In those motions for judgment of acquittal, defendant argued that “because both the defendant and Agent Waters were located in Cheyenne, Wyoming,” the prosecution had failed to show the “interstate commerce element of the crime charged.” In this regard the defendant, in the privacy of his own home, located on the grounds of Fort Warren Air Force Base in Cheyenne, Wyoming, used his computer and went “online,” inquiring about possible sexually activity with a 13 year-old female. That message was routed through California and was used by Agent Waters on August 28, 2002, in responding to defendant’s inquiry. In United States v. Kammersell, 196 F.3d 1137 (10th Cir.1999), the defendant was charged with sending a threatening communication in interstate commerce in violation of 18 U.S.C. § 875(c). In that case, both the sender and the recipient of the threat lived in Utah. However, the message (a bomb threat) was automatically transmitted through interstate telephone lines from the sender’s computer in Utah to the America On Line server in Virginia and than back to Utah. We held in that case that the “interstate commerce” requirement of the statute there involved had been met. That would seem to cover our situation, where the message sent by the defendant in Wyoming was routed through California and Agent Waters received the message in Wyoming from California. In this connection, see also United States v. Munro, 394 F.3d 865, 870 (10th Cir.2005), where we said:

In short, the government presented sufficient evidence at trial from which a reasonable juror could have found Munro guilty of attempting to persuade a minor to engage in sexual acts through use of a computer connected to the Internet.

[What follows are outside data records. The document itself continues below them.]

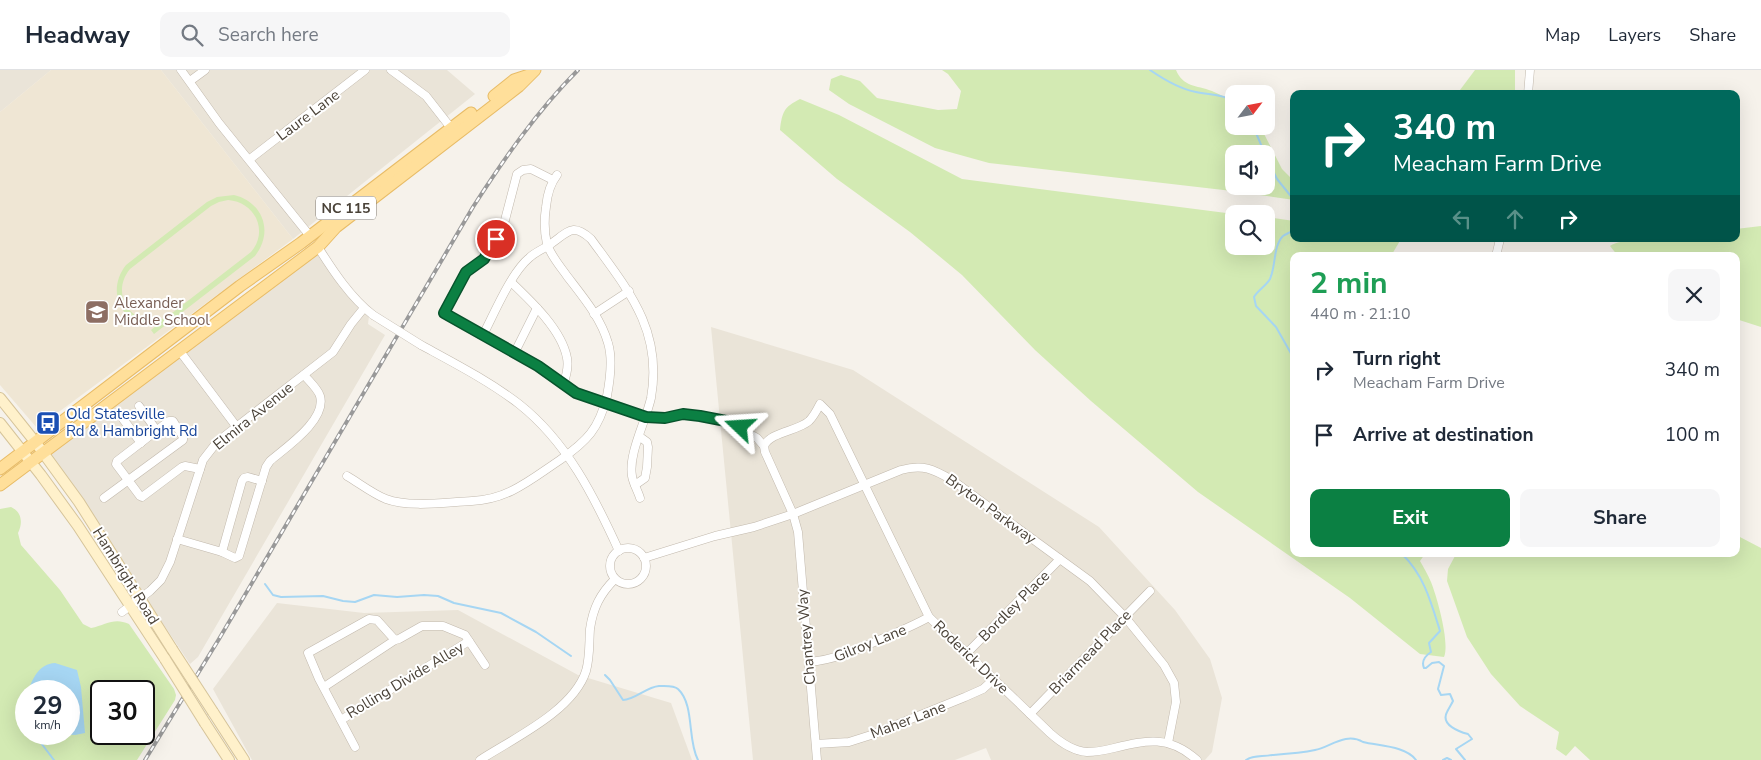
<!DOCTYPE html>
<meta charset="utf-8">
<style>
:root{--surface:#fff;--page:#f6f6f7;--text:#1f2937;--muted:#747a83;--line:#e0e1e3;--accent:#0b8043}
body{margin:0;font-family:"Nunito Sans",sans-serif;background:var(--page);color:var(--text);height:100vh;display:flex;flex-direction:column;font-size:19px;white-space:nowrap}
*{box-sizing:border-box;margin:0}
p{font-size:16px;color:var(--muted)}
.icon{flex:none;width:28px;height:28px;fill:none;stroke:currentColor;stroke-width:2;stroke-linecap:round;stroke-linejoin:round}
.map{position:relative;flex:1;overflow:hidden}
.panel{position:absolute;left:1290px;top:182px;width:450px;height:305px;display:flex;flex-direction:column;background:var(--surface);border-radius:10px;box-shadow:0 5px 20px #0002}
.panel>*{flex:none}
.banner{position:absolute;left:1290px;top:20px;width:450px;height:152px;border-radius:10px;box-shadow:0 5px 20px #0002;background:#00695c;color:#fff;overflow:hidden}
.needle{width:32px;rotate:58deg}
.buttons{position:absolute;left:1225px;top:15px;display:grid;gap:10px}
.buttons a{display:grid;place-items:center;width:50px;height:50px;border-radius:10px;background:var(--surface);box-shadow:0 5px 20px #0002;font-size:25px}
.speed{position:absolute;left:15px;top:610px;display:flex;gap:10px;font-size:25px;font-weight:700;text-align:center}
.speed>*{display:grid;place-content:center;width:65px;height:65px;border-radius:50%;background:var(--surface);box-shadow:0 5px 20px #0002;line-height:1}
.speed small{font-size:12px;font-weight:400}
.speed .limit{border:2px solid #111;border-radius:8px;background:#fff;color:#111}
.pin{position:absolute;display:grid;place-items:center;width:42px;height:42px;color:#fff;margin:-21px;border:2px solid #fff;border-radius:50%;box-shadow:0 1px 5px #0007}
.me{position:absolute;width:55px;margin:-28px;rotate:290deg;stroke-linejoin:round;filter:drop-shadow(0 0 4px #0008)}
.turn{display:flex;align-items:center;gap:18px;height:105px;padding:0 20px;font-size:22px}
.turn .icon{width:65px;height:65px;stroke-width:2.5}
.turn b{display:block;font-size:35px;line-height:42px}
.lanes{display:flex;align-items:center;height:48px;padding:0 20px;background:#0003;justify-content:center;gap:25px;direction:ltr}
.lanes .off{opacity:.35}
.round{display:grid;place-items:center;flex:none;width:52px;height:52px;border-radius:10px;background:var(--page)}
.headline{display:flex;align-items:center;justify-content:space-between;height:85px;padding:0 20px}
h1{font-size:30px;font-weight:700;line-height:38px;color:#1e9e55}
.cta{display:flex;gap:10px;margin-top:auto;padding:10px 20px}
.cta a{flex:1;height:58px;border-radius:10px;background:var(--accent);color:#fff;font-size:20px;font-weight:700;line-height:58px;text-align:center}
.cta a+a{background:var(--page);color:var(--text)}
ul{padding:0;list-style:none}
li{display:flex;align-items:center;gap:15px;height:65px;padding:0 20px}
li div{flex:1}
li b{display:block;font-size:19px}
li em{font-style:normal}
header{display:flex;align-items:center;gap:30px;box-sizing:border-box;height:70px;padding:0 25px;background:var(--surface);border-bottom:1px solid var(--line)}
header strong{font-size:24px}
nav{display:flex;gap:28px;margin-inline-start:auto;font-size:18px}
.search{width:350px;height:45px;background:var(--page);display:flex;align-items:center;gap:12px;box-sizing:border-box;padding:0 18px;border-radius:10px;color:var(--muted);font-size:19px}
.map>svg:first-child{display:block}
.residential{fill:#eae4d8}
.education{fill:#efe6d4}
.green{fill:#d3eab3;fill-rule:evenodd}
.water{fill:#a6d6f3}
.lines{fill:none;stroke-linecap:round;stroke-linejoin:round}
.stream{stroke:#a6d6f3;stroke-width:2}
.street-casing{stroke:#c2b9ad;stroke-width:9}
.secondary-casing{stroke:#d6c49a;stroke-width:12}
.primary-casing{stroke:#e8bc67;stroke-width:13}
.street{stroke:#fff;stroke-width:8}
.secondary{stroke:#fff1cb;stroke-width:10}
.primary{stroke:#ffdf9a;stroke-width:11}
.rail-casing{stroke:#999;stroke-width:4}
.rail{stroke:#fff;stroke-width:2;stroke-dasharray:5.5;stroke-linecap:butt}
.street-bridge-casing{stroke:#c2b9ad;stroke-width:9;stroke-linecap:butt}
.secondary-bridge-casing{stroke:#d6c49a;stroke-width:12;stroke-linecap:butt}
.street-bridge{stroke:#fff;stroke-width:8}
.secondary-bridge{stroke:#fff1cb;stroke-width:10}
.route-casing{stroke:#07532c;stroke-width:12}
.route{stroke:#0b8043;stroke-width:9}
.labels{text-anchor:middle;stroke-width:4;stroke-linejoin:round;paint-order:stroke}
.shield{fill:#fff;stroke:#807b74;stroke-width:1}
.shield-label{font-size:14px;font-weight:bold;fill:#4a4238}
.street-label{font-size:15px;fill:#4a4238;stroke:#fff}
.education-label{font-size:15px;fill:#785e54;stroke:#fff;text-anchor:start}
.transit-label{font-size:15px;fill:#164399;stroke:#fff;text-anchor:start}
</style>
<header>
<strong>Headway</strong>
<div class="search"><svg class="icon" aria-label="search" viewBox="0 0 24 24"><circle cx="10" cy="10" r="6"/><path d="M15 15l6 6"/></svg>Search here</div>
<nav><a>Map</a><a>Layers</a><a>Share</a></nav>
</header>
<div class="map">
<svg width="1761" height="690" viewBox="0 0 1761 690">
<rect width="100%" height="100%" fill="#f6f2eb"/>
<g class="residential">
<path d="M0,0h51l-51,42z"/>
<path d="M161,0h286l28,24 -182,145z"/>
<path d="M319,181l50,65 -1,8 17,11 -187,322 -8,7 -108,-161 -35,-48 134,-98z"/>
<path d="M711,257l142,43 246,157 76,83 35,49 12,39 -10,54 -7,8h-214l-5,-12 -31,12h-202z"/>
<path d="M277,533l87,10 94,-3 120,65 93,28 21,57h-440l-39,-71z"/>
</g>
<path class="education" d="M51,0h110l132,169 -256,189 -37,-43v-273z"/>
<g class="green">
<path d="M942,0h234c7,17 20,15 36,21 7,3 15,7 22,10v25h26l22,43 12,12v19l-62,-9 -243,-28 -54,-15 -86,-44 -20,-14 2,-11 10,-4 19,6 17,17 61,12 19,-1 4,-18 -13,-17zM1234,84h32v32h-32z"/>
<path d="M1475,0h40v24h-58z"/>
<path d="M800,29l39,16 123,64 272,35v32h32v-29l28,4v18h107l-10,17h-97v298h131l-5,7c4,7 8,14 11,21 6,15 19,61 13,75l-24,-3 -70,-56 -152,-106 -107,-91 -56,-51 -73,-75 -52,-43 -73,-53 -57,-49c2,-18 4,-23 20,-31z"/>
<path d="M234,125c29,7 40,37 21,61l-101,78 -3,-4 5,-4c-34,0 -51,-34 -30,-61l81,-63 10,-5zM228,130c27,2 41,31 23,52l-84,65c-32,14 -59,-21 -37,-48l81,-63 8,-4z"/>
<path d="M1761,156v101l-25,-8v-63h-118l-8,-10c17,-12 101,-7 126,-7v-10z"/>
<path d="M11,437c11,5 12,16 7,26l3,12 39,45 23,34 8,4c15,-3 23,-11 38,-4l45,65 2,6 -1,5 -38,60h-137v-251zM26,621h43v43h-43zM101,621h43v43h-43z"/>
<path d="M1738,466l23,12v212h-171l-15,-14 -9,10 -10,-7 3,-17 -39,-26 -29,-32 -24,-37 -20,-56 1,-12 7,-13 4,-2h277v-17z"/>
</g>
<path class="water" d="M55,593l22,7 4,17 4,46 -10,2 -14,-1h8v-43h-41c5,-13 11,-27 27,-28z"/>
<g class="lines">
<g class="stream">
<path d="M1150,0c13,9 30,19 46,22 13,3 26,2 38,9"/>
<path d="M1253,56l12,28"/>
<path d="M1266,87l11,22 17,21"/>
<path d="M1294,160c-3,2 -8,4 -11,6 -10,10 -7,30 -13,43 -4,7 -12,11 -16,18l2,9 20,21 17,30 1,6"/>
<path d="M1402,484c22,21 29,48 38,77l-11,12 2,9c-6,4 -10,9 -7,16h2l6,-5 7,-1 5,4 -6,23 3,6 9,-1 3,7c-2,4 -4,7 -6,11 -7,13 13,20 21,22l4,5 -16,10 9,11"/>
<path d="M265,514l8,11 8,2 42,-1 20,5 12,1 19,-7 23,2 27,-2 14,1 16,7 47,10 35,19 35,24"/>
<path d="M605,605l5,5 13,20c12,0 23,-13 36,-14 5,0 15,-1 19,3 17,16 9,51 20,71"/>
<path d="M38,664l3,9 13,17"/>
<path d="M1246,690c8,-5 16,-3 26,-5 14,-1 29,-2 43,-5 15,-3 31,-18 48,-8 16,4 43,4 53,18"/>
<path d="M1443,690l4,-2 4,2"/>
</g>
<defs>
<g id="street">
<path d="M181,0l38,53 91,113"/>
<path d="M391,0l35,26 25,32"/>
<path d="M190,11l15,-11"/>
<path d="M1528,24l2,-24"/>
<path d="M250,89l115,-89"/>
<path d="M553,110l-22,-11 -8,1 -6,4 -12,46 -9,19 -12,20 -18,13 -22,41 94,53 38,27 70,24 19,1 18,-4 43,7 31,17 7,8"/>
<path d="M318,177c15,24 33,51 55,68"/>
<path d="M1496,186l4,-17"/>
<path d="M511,212c20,19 51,48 56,76 2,10 -1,19 -4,27"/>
<path d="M594,244l35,-23"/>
<path d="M483,265c11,-21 28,-62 46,-77 6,-6 15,-9 23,-15 17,-12 21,-20 39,-4 37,51 72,91 60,159 -5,23 -23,56 -19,78 1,7 6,15 8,22"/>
<path d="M421,275c33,18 68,36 98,59 48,38 75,92 100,147"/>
<path d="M179,280l57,76"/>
<path d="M514,284l23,-46"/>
<path d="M139,336l18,25"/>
<path d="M123,349l18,24"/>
<path d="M347,406c12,7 26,18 39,23 24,9 61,3 86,2 37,-2 58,-21 88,-41 27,-19 39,-31 47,-64 3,-16 6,-37 1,-53 -7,-25 -25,-46 -41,-67 -7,-10 -16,-20 -20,-32 -3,-13 -3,-24 -1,-37 1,-11 4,-23 11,-32"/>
<path d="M635,415l10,-7 2,-11 1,-20 -1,-5 -7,-5"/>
<path d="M104,428l79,-58v-3l-10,-16h-4l-52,40 -1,3 24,32 2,1 40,-30 3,-1 15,3"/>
<path d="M177,469l45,13 13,6 4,-2 27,-89 4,-6c15,-13 57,-41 50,-65 -2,-7 -11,-15 -16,-21"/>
<circle cx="628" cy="496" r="18"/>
<path d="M222,482l20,-71 2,-3 4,-1 14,4"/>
<path d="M644,488l71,-22 39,-9 39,-13 108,-44c22,-6 32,-1 51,10l138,101 35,36 39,48 10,18 2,19 -8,41"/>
<path d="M122,542l28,-21 11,-11 9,-18 33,-102 14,-18 116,-90 18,-28 13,-16"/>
<path d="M967,583l93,-94"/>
<path d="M809,592c25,-2 47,-12 70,-22 17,-7 34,-14 50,-23"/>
<path d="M324,617l71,-47 4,-1 23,-13h21l22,9 20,30"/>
<path d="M1030,644l120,-123"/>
<path d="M341,650l128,-79"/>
<path d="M816,674l33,-2 22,-7 94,-38 18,-8 11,-10"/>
<path d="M355,677l-36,-68 -11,-26 61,-34 8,1 18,20"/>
<path d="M480,690c34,-22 93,-49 106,-89 4,-14 3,-28 4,-42 3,-21 10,-35 25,-50"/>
<path d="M817,690l-19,-228 -5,-18 -28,-62 -1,-6c6,-14 34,-15 45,-25 5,-5 8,-11 11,-17l10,10 99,203 121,116c10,9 23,18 37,19 9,0 19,-2 27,-4 33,-8 55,-13 83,12"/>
</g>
<g id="secondary">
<path d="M0,328l36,45 43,59 93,147"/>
<path d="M0,353l41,52 37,51 87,133"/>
<path d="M213,642l31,48"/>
<path d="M205,653l24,37"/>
</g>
<g id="primary">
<path d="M494,26l20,-16 15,-5"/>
<path d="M0,399l240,-183 61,-43 170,-130"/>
<path d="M0,415l318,-238 18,-20 183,-141 16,-16"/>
</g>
</defs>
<use href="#street" class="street-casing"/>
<use href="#secondary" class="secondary-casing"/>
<use href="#primary" class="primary-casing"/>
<use href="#street" class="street"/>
<use href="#secondary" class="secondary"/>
<use href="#primary" class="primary"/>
<defs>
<path id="rail" d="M145,690l74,-121 254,-432c31,-48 64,-96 105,-137"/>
</defs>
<use href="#rail" class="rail-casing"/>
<use href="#rail" class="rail"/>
<defs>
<path id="street-bridge" d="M373,245l48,30"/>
<g id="secondary-bridge">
<path d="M172,579l41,63"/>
<path d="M165,589l40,64"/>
</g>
</defs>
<use href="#street-bridge" class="street-bridge-casing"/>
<use href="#secondary-bridge" class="secondary-bridge-casing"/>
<use href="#street-bridge" class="street-bridge"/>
<use href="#secondary-bridge" class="secondary-bridge"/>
</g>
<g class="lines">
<defs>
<path id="route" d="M496,169l-12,20 -18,13 -22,41 94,53 38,27 70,24 19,1 18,-4 17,2 26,5 14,6"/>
</defs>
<use href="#route" class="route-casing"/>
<use href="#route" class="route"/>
</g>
<defs>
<symbol id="school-square" viewBox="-11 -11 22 22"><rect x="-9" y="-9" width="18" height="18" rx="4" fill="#8d6e63" stroke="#fff"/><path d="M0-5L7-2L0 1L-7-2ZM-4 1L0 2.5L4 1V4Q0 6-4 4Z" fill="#fff"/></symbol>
<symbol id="bus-square" viewBox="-11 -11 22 22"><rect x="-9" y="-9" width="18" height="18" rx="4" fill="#1a4fb4" stroke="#fff"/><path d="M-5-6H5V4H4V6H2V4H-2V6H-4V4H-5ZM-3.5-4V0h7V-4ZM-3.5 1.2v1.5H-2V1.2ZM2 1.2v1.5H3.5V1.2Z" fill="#fff"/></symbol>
</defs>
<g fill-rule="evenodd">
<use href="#school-square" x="83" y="228" width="28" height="28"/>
<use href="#bus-square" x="34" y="339" width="28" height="28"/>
</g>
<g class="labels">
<rect class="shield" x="316" y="126.5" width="60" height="23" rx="4"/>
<g class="shield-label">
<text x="346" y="143">NC 115</text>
</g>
<g class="street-label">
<text transform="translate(308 45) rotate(-37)" y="5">Laure Lane</text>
<text transform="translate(253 346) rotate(-39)" y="5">Elmira Avenue</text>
<text transform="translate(991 439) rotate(36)" y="5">Bryton Parkway</text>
<text transform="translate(126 506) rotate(58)" y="5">Hambright Road</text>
<text transform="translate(1014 536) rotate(-45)" y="5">Bordley Place</text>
<text transform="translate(806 567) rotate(-95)" y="5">Chantrey Way</text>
<text transform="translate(870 573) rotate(-22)" y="5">Gilroy Lane</text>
<text transform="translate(1090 582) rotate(-46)" y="5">Briarmead Place</text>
<text transform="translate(971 587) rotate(44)" y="5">Roderick Drive</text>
<text transform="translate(405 610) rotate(-31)" y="5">Rolling Divide Alley</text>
<text transform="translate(908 650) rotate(-21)" y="5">Maher Lane</text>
</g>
<g class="education-label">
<text x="114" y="238">Alexander<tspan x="114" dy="17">Middle School</tspan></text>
</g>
<g class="transit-label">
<text x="66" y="349">Old Statesville<tspan x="66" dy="17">Rd &amp; Hambright Rd</tspan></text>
</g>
</g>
</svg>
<div class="buttons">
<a><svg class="needle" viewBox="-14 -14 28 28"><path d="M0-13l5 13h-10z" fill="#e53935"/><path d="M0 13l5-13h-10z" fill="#747a83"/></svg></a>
<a><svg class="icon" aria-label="sound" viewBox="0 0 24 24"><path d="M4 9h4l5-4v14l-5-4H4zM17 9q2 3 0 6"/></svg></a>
<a><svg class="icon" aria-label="search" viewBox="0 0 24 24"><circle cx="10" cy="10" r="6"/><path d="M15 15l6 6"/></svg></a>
</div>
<div class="speed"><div>29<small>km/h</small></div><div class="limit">30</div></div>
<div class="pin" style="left:496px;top:169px;background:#d93025"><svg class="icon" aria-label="arrive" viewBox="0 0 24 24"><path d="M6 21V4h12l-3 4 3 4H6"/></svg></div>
<svg class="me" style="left:740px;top:357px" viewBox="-20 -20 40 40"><path d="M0-17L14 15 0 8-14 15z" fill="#0b8043" stroke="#fff" stroke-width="4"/></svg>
<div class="banner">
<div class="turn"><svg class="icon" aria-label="right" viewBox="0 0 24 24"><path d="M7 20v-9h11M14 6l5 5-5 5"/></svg><div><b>340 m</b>Meacham Farm Drive</div></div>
<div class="lanes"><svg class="icon off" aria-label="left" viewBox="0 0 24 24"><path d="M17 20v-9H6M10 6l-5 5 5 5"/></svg><svg class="icon off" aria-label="ahead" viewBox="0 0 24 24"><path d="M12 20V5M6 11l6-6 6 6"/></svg><svg class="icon" aria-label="right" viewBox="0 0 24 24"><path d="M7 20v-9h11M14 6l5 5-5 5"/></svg></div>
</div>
<section class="panel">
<div class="headline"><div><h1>2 min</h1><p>440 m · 21:10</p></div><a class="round"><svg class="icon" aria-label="close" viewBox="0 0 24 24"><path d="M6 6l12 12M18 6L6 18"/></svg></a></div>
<ul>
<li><svg class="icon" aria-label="right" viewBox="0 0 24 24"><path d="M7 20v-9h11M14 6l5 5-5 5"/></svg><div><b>Turn right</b><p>Meacham Farm Drive</p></div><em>340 m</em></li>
<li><svg class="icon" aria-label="arrive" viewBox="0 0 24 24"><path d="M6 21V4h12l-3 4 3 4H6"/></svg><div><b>Arrive at destination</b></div><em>100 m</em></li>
</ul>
<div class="cta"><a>Exit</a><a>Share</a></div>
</section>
</div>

As stated, the district court granted defendant’s motion to suppress a small part of defendant’s online “conversation” with Agent Waters occurring on June 14, 2002. When Agent Waters read to the jury the transcript of his online conversation with the defendant on June 14, 2002, the redacted material was not read to the jury. However, later in his testimony, when Agent Waters was testifying about his interrogation of the defendant at DCI headquarters on August 28, 2002, somehow, we are not quite sure just how, the redacted part of their June 14, 2002, conversation was inadvertently heard by the jury. (All agree it was inadvertent and not intentional). The mistake was apparently immediately noticed by all concerned. In any event, the district court immediately instructed the jurors, in fact, twice, that they should disregard that part of the transcript which mentioned the statements made by the defendant in the June 14, 2002, conversation with Agent Waters, which had been redacted. Thereafter, trial counsel, out of the presence of the jury, immediately moved for a mistrial. After hearing, the district court denied the defendant’s motion for a mistrial. The jury was fully instructed to disregard and not take into consideration the matters contained in the redacted portion of the June 14 conversation. Presumably, the jury followed the court’s instruction. Bruton v. United States, 391 U.S. 123, 135, 88 S.Ct. 1620, 20 L.Ed.2d 476 (1968), United States v. Rahseparian, 231 F.3d 1267, 1277 (10th Cir.2000).

Judgment affirmed. 
      
       This order and judgment is not binding precedent, except under the doctrines of law of the case, res judicata, and collateral estoppel. The court generally disfavors the citation of orders and judgments; nevertheless, an order and judgment may be cited under the terms and conditions of 10th Cir. R. 36.3.
     
      
      . We note that in his opening brief, counsel for the defendant did not list the "mistrial” matter as a ground for reversal. However, counsel for the government did discuss this matter, at some length, in his answer brief, and counsel for the defendant then discussed the matter in his reply brief. At oral argument, the mistrial issue was the only matter argued by counsel.